┌──

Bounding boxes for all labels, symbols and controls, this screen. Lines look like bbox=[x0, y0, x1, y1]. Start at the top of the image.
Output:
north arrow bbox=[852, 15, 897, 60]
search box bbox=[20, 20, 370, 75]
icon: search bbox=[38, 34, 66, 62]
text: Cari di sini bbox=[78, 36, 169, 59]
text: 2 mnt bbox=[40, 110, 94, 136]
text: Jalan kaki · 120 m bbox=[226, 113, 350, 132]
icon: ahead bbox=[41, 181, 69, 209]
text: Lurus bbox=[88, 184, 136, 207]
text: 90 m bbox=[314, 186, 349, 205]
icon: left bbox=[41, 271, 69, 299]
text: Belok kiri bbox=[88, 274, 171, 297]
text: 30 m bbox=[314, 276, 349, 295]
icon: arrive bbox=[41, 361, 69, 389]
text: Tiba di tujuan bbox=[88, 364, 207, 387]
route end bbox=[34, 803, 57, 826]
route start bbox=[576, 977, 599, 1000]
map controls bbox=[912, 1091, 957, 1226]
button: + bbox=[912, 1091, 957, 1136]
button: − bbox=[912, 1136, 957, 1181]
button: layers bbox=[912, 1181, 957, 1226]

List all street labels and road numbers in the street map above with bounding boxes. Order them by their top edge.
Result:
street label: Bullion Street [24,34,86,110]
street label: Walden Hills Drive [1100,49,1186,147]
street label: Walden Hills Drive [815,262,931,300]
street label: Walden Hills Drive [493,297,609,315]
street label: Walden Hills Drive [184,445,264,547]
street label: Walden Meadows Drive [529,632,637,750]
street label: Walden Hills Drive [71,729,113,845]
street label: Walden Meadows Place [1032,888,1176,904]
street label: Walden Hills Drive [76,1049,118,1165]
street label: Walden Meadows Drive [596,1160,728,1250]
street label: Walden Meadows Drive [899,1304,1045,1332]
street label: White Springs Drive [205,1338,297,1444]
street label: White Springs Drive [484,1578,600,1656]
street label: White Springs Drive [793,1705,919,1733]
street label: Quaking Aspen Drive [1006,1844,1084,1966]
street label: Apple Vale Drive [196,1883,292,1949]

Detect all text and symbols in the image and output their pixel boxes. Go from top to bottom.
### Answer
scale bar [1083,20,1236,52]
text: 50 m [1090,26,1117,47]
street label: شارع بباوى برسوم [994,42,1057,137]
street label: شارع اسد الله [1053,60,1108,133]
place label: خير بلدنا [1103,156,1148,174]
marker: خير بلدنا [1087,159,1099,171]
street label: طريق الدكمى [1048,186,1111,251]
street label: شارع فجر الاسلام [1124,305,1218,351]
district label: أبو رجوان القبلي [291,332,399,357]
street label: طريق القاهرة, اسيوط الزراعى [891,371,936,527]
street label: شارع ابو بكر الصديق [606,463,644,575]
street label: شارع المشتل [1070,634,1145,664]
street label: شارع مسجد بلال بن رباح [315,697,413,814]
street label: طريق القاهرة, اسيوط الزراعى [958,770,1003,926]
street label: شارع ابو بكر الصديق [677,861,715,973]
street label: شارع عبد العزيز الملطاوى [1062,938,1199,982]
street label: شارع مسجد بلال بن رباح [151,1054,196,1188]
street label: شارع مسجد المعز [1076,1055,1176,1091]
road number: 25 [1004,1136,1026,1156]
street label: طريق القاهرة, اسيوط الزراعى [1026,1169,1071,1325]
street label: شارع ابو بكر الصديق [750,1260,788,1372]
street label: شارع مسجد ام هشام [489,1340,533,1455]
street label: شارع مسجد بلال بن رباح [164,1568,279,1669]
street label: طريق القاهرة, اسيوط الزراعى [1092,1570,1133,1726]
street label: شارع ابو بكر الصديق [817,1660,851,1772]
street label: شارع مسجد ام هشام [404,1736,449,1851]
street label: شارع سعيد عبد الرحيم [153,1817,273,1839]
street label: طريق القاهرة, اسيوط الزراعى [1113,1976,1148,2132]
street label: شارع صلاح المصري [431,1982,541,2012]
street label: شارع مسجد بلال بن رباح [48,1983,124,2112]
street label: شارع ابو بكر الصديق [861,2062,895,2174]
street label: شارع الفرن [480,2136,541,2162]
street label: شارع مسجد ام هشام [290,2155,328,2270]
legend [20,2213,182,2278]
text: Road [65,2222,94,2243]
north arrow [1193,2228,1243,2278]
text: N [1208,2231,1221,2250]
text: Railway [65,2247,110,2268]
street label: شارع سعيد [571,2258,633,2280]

└──

■ Exercise directions
The entries above must be returned in full, exactly as shown.

■ Task response
Bounding boxes for all labels, symbols and controls, this screen. Lines look like bbox=[x0, y0, x1, y1]. Start at the top of the image.
Output:
north arrow bbox=[852, 15, 897, 60]
search box bbox=[20, 20, 370, 75]
icon: search bbox=[38, 34, 66, 62]
text: Cari di sini bbox=[78, 36, 169, 59]
text: 2 mnt bbox=[40, 110, 94, 136]
text: Jalan kaki · 120 m bbox=[226, 113, 350, 132]
icon: ahead bbox=[41, 181, 69, 209]
text: Lurus bbox=[88, 184, 136, 207]
text: 90 m bbox=[314, 186, 349, 205]
icon: left bbox=[41, 271, 69, 299]
text: Belok kiri bbox=[88, 274, 171, 297]
text: 30 m bbox=[314, 276, 349, 295]
icon: arrive bbox=[41, 361, 69, 389]
text: Tiba di tujuan bbox=[88, 364, 207, 387]
route end bbox=[34, 803, 57, 826]
route start bbox=[576, 977, 599, 1000]
map controls bbox=[912, 1091, 957, 1226]
button: + bbox=[912, 1091, 957, 1136]
button: − bbox=[912, 1136, 957, 1181]
button: layers bbox=[912, 1181, 957, 1226]

List all street labels and road numbers in the street map above with bounding boxes. Order them by their top edge.
Result:
street label: Bullion Street [24,34,86,110]
street label: Walden Hills Drive [1100,49,1186,147]
street label: Walden Hills Drive [815,262,931,300]
street label: Walden Hills Drive [493,297,609,315]
street label: Walden Hills Drive [184,445,264,547]
street label: Walden Meadows Drive [529,632,637,750]
street label: Walden Hills Drive [71,729,113,845]
street label: Walden Meadows Place [1032,888,1176,904]
street label: Walden Hills Drive [76,1049,118,1165]
street label: Walden Meadows Drive [596,1160,728,1250]
street label: Walden Meadows Drive [899,1304,1045,1332]
street label: White Springs Drive [205,1338,297,1444]
street label: White Springs Drive [484,1578,600,1656]
street label: White Springs Drive [793,1705,919,1733]
street label: Quaking Aspen Drive [1006,1844,1084,1966]
street label: Apple Vale Drive [196,1883,292,1949]

Detect all text and symbols in the image and output their pixel boxes. Go from top to bottom.
### Answer
scale bar [1083,20,1236,52]
text: 50 m [1090,26,1117,47]
street label: شارع بباوى برسوم [994,42,1057,137]
street label: شارع اسد الله [1053,60,1108,133]
place label: خير بلدنا [1103,156,1148,174]
marker: خير بلدنا [1087,159,1099,171]
street label: طريق الدكمى [1048,186,1111,251]
street label: شارع فجر الاسلام [1124,305,1218,351]
district label: أبو رجوان القبلي [291,332,399,357]
street label: طريق القاهرة, اسيوط الزراعى [891,371,936,527]
street label: شارع ابو بكر الصديق [606,463,644,575]
street label: شارع المشتل [1070,634,1145,664]
street label: شارع مسجد بلال بن رباح [315,697,413,814]
street label: طريق القاهرة, اسيوط الزراعى [958,770,1003,926]
street label: شارع ابو بكر الصديق [677,861,715,973]
street label: شارع عبد العزيز الملطاوى [1062,938,1199,982]
street label: شارع مسجد بلال بن رباح [151,1054,196,1188]
street label: شارع مسجد المعز [1076,1055,1176,1091]
road number: 25 [1004,1136,1026,1156]
street label: طريق القاهرة, اسيوط الزراعى [1026,1169,1071,1325]
street label: شارع ابو بكر الصديق [750,1260,788,1372]
street label: شارع مسجد ام هشام [489,1340,533,1455]
street label: شارع مسجد بلال بن رباح [164,1568,279,1669]
street label: طريق القاهرة, اسيوط الزراعى [1092,1570,1133,1726]
street label: شارع ابو بكر الصديق [817,1660,851,1772]
street label: شارع مسجد ام هشام [404,1736,449,1851]
street label: شارع سعيد عبد الرحيم [153,1817,273,1839]
street label: طريق القاهرة, اسيوط الزراعى [1113,1976,1148,2132]
street label: شارع صلاح المصري [431,1982,541,2012]
street label: شارع مسجد بلال بن رباح [48,1983,124,2112]
street label: شارع ابو بكر الصديق [861,2062,895,2174]
street label: شارع الفرن [480,2136,541,2162]
street label: شارع مسجد ام هشام [290,2155,328,2270]
legend [20,2213,182,2278]
text: Road [65,2222,94,2243]
north arrow [1193,2228,1243,2278]
text: N [1208,2231,1221,2250]
text: Railway [65,2247,110,2268]
street label: شارع سعيد [571,2258,633,2280]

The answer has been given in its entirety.